Data supplied:
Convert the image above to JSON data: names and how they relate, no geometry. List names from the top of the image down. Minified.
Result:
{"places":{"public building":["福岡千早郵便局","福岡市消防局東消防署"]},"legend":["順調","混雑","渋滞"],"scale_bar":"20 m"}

--

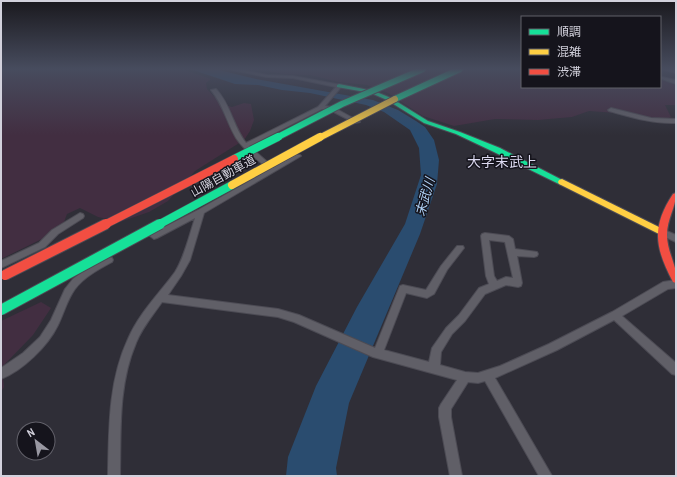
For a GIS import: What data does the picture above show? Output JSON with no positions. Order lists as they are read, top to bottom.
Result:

What is being asked: Copy each line of the data that contains the word "JSON".

Response to this exercise:
Convert the image above to JSON data: names and how they relate, no geometry. List names from the top of the image down. Minified.
For a GIS import: What data does the picture above show? Output JSON with no positions. Order lists as they are read, top to bottom.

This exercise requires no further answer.